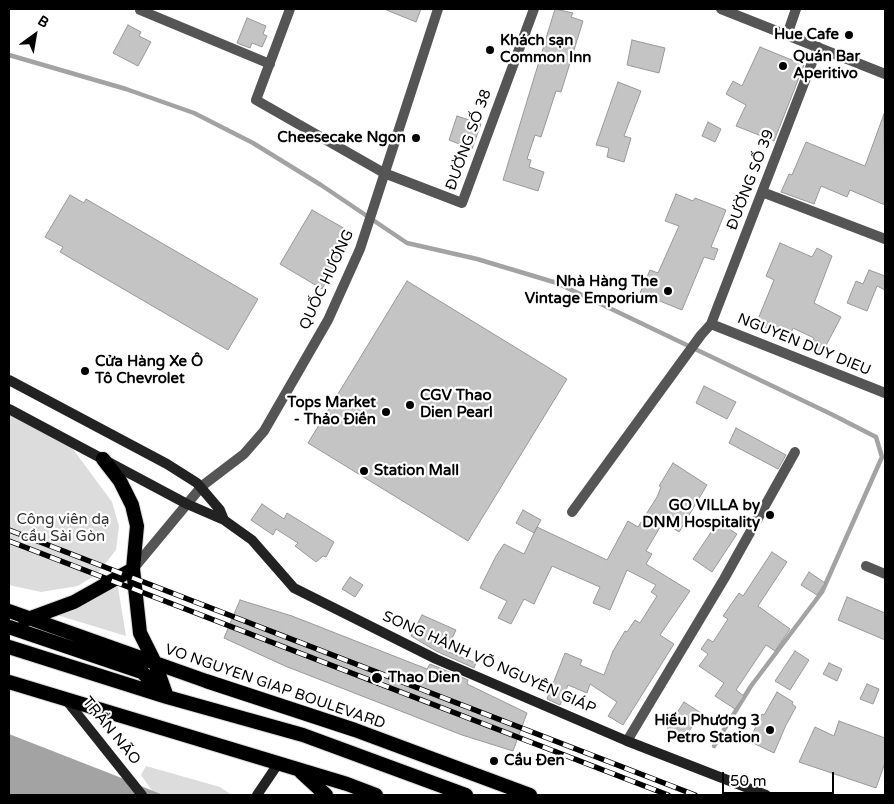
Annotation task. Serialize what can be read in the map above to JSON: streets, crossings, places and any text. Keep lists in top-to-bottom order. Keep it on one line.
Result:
{"streets":{"highway":["VO NGUYEN GIAP BOULEVARD"],"main road":["SONG HÀNH VÕ NGUYÊN GIÁP","TRẦN NÃO"],"street":["ĐƯỜNG SỐ 38","ĐƯỜNG SỐ 39","QUỐC HƯƠNG","NGUYEN DUY DIEU"]},"crossings":[["ĐƯỜNG SỐ 38","QUỐC HƯƠNG"],["ĐƯỜNG SỐ 39","NGUYEN DUY DIEU"],["QUỐC HƯƠNG","SONG HÀNH VÕ NGUYÊN GIÁP"]],"parks":["Công viên dạ cầu Sài Gòn"],"places":["Hue Cafe","Khách sạn Common Inn","Quán Bar Aperitivo","Cheesecake Ngon","Nhà Hàng The Vintage Emporium","Cửa Hàng Xe Ô Tô Chevrolet","CGV Thao Dien Pearl","Tops Market - Thảo Điền","Station Mall","GO VILLA by DNM Hospitality","Thao Dien","Hiếu Phương 3 Petro Station","Cầu Đen"],"scale_bar":"50 m","north":"top right"}
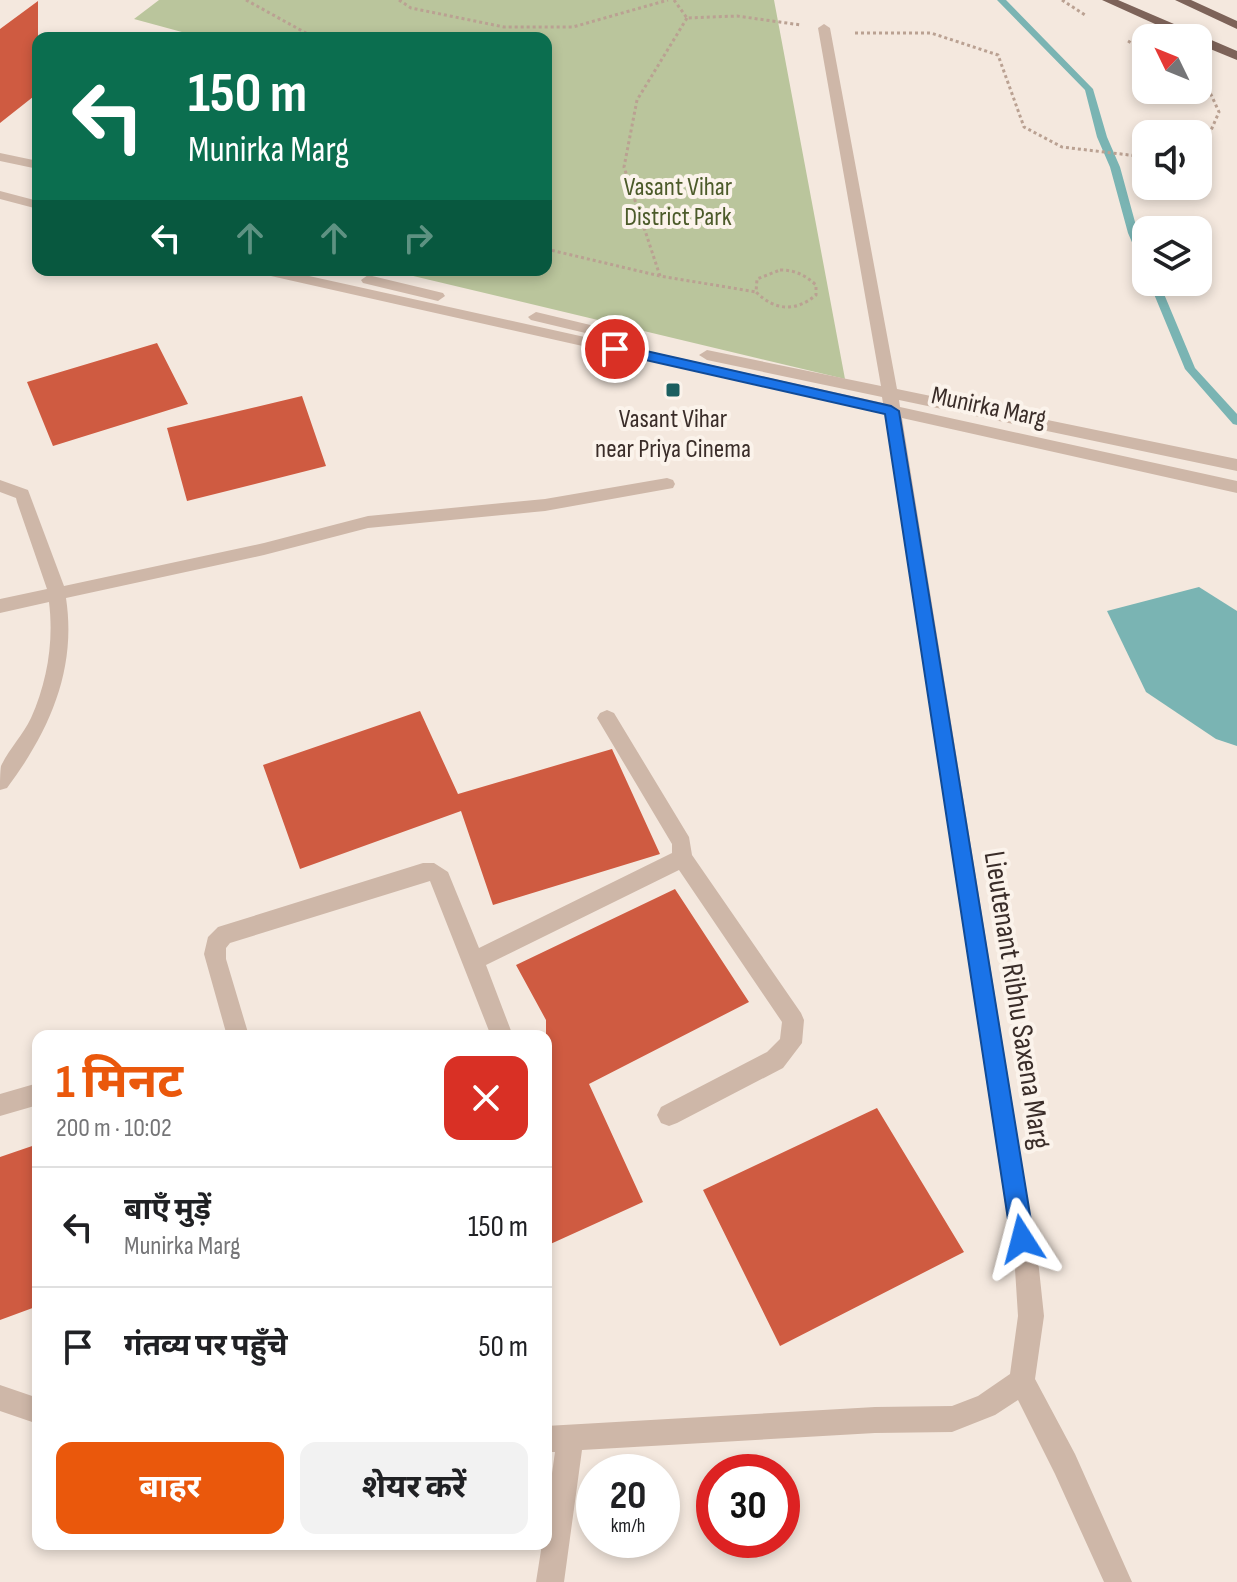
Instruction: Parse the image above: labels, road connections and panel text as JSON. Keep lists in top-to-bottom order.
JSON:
{
  "streets": {
    "street": ["Munirka Marg", "Lieutenant Ribhu Saxena Marg"]
  },
  "crossings": [
    ["Munirka Marg", "Lieutenant Ribhu Saxena Marg"]
  ],
  "parks": ["Vasant Vihar District Park"],
  "places": {
    "transit": ["Vasant Vihar near Priya Cinema"]
  },
  "north": "top left",
  "page": {
    "turn": ["150 m", "Munirka Marg"],
    "heading": ["1 मिनट", "200 m · 10:02"],
    "list": [
      {
        "name": "बाएँ मुड़ें",
        "note": "Munirka Marg",
        "value": "150 m"
      },
      {
        "name": "गंतव्य पर पहुँचे",
        "value": "50 m"
      }
    ],
    "buttons": ["बाहर", "शेयर करें"],
    "speed": "20 km/h",
    "limit": "30"
  }
}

_ _ _ _ _ _ _

** Task directions **
Each line of the data that has the string "text" counts once; give the total and nothing else.

** Task response **
2